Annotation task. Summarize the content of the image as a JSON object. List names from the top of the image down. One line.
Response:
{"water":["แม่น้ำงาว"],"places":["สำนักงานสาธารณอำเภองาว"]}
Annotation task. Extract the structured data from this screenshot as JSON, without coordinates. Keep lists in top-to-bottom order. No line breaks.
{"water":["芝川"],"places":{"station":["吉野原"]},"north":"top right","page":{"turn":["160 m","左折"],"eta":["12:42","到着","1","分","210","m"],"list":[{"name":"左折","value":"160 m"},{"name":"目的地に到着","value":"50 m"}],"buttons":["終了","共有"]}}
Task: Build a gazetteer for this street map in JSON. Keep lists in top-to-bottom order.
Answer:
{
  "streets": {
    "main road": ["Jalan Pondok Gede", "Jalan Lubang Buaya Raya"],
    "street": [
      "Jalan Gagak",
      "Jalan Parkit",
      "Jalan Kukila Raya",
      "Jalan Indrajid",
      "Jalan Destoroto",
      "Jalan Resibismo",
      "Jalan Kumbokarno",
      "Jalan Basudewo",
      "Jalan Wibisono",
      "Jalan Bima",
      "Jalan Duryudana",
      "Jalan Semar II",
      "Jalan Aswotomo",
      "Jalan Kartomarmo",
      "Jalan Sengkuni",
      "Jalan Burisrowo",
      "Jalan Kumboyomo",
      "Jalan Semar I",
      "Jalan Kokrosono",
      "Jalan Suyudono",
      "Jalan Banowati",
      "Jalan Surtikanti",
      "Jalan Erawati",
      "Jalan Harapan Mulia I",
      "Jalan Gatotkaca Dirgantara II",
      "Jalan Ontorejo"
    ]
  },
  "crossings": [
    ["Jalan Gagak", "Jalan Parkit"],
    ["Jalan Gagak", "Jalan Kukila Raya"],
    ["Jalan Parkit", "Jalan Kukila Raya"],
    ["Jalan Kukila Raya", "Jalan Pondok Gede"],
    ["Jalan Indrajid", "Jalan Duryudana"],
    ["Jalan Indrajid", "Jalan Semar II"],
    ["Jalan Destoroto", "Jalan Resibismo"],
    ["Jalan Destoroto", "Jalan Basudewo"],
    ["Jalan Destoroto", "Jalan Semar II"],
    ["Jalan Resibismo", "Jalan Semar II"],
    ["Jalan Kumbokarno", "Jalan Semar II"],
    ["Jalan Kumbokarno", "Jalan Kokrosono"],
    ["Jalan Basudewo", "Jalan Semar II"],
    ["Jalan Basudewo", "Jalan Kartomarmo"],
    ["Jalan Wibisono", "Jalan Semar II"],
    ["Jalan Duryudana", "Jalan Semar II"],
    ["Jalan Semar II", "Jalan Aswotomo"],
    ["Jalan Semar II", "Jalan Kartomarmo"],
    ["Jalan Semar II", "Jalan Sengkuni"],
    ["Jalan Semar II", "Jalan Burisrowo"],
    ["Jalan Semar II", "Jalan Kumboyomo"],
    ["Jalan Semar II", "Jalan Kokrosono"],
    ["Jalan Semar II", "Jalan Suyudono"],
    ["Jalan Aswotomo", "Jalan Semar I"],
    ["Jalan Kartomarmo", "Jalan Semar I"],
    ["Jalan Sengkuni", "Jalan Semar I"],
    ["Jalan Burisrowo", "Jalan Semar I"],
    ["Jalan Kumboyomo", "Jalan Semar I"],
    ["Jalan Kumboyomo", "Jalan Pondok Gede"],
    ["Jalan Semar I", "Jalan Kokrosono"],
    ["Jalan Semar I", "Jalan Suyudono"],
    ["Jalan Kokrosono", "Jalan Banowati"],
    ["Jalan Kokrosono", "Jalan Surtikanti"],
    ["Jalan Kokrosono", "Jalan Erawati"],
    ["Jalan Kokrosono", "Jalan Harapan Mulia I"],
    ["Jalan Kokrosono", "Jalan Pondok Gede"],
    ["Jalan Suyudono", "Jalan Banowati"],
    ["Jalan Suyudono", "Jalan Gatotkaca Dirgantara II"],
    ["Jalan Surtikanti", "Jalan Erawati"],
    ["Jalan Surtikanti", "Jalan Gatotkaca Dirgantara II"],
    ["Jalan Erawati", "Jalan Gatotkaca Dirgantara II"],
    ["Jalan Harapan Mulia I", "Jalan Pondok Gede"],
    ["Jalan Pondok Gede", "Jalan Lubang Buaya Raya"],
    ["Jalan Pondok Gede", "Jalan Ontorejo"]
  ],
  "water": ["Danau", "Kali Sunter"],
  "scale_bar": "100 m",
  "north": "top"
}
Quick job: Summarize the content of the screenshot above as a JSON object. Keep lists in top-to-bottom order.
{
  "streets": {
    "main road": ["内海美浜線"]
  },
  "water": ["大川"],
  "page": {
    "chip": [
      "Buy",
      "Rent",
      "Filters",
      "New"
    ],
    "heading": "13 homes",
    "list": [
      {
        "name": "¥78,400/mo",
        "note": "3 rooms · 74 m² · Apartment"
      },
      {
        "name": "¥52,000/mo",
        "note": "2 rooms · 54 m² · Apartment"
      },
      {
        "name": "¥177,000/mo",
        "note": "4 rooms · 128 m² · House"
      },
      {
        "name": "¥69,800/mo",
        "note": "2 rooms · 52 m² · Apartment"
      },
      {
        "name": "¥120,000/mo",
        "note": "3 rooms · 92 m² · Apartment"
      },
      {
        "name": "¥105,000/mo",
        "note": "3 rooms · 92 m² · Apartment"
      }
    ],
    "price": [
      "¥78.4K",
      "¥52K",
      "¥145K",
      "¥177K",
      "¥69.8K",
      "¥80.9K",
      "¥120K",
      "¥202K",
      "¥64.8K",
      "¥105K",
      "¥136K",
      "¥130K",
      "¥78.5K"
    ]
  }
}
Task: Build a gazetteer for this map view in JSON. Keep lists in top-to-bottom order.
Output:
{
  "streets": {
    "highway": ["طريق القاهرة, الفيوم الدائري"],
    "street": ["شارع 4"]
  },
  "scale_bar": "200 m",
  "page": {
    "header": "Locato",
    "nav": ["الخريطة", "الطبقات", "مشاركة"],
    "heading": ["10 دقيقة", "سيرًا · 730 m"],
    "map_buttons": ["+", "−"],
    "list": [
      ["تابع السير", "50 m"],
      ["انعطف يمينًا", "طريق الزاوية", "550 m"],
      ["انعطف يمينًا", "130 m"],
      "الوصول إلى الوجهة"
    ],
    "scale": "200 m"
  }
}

════════

• **DESCRIPTION OF THE TASK**:
Every line above that contains the word "Annotation" should be reported.

• **ANSWER SECTION**:
Annotation task. Summarize the content of the image as a JSON object. List names from the top of the image down. One line.
Annotation task. Extract the structured data from this screenshot as JSON, without coordinates. Keep lists in top-to-bottom order. No line breaks.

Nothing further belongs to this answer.